Work task:
Your answer must be the full listing, reproduced word for word.

Data to examine:

◆ ◆ ◆ ◆ ◆ ◆ ◆

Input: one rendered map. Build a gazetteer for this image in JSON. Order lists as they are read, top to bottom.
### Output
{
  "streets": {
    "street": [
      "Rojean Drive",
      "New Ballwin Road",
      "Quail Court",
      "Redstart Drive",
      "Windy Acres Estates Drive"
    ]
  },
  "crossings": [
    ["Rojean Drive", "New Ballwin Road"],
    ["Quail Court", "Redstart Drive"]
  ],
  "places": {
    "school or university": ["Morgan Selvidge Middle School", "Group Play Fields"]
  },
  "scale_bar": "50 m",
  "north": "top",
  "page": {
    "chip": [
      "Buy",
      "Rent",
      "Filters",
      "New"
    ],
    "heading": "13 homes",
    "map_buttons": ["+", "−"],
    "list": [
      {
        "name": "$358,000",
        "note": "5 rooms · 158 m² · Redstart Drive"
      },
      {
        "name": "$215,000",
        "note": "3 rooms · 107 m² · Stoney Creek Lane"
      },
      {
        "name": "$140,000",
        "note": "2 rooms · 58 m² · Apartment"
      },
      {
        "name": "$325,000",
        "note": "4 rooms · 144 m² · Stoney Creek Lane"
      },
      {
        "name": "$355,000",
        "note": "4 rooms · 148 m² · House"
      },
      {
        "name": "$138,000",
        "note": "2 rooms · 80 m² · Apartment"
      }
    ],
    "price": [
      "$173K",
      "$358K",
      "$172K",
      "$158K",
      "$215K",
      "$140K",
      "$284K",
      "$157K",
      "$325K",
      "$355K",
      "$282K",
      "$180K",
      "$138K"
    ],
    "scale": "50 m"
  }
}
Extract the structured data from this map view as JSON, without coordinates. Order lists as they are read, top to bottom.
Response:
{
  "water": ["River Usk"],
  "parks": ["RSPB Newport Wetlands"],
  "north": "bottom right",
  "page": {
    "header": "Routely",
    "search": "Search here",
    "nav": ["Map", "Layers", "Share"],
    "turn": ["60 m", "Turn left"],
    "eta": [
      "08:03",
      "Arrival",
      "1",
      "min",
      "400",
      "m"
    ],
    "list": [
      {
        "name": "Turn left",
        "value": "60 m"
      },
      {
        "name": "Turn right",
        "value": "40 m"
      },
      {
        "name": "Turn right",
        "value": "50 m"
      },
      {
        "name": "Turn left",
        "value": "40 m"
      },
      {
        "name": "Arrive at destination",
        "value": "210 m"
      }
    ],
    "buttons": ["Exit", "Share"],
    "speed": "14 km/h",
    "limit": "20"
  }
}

◆ ◆ ◆ ◆ ◆ ◆ ◆

Reply:
Input: one rendered map. Build a gazetteer for this image in JSON. Order lists as they are read, top to bottom.
### Output
{
  "streets": {
    "street": [
      "Rojean Drive",
      "New Ballwin Road",
      "Quail Court",
      "Redstart Drive",
      "Windy Acres Estates Drive"
    ]
  },
  "crossings": [
    ["Rojean Drive", "New Ballwin Road"],
    ["Quail Court", "Redstart Drive"]
  ],
  "places": {
    "school or university": ["Morgan Selvidge Middle School", "Group Play Fields"]
  },
  "scale_bar": "50 m",
  "north": "top",
  "page": {
    "chip": [
      "Buy",
      "Rent",
      "Filters",
      "New"
    ],
    "heading": "13 homes",
    "map_buttons": ["+", "−"],
    "list": [
      {
        "name": "$358,000",
        "note": "5 rooms · 158 m² · Redstart Drive"
      },
      {
        "name": "$215,000",
        "note": "3 rooms · 107 m² · Stoney Creek Lane"
      },
      {
        "name": "$140,000",
        "note": "2 rooms · 58 m² · Apartment"
      },
      {
        "name": "$325,000",
        "note": "4 rooms · 144 m² · Stoney Creek Lane"
      },
      {
        "name": "$355,000",
        "note": "4 rooms · 148 m² · House"
      },
      {
        "name": "$138,000",
        "note": "2 rooms · 80 m² · Apartment"
      }
    ],
    "price": [
      "$173K",
      "$358K",
      "$172K",
      "$158K",
      "$215K",
      "$140K",
      "$284K",
      "$157K",
      "$325K",
      "$355K",
      "$282K",
      "$180K",
      "$138K"
    ],
    "scale": "50 m"
  }
}
Extract the structured data from this map view as JSON, without coordinates. Order lists as they are read, top to bottom.
Response:
{
  "water": ["River Usk"],
  "parks": ["RSPB Newport Wetlands"],
  "north": "bottom right",
  "page": {
    "header": "Routely",
    "search": "Search here",
    "nav": ["Map", "Layers", "Share"],
    "turn": ["60 m", "Turn left"],
    "eta": [
      "08:03",
      "Arrival",
      "1",
      "min",
      "400",
      "m"
    ],
    "list": [
      {
        "name": "Turn left",
        "value": "60 m"
      },
      {
        "name": "Turn right",
        "value": "40 m"
      },
      {
        "name": "Turn right",
        "value": "50 m"
      },
      {
        "name": "Turn left",
        "value": "40 m"
      },
      {
        "name": "Arrive at destination",
        "value": "210 m"
      }
    ],
    "buttons": ["Exit", "Share"],
    "speed": "14 km/h",
    "limit": "20"
  }
}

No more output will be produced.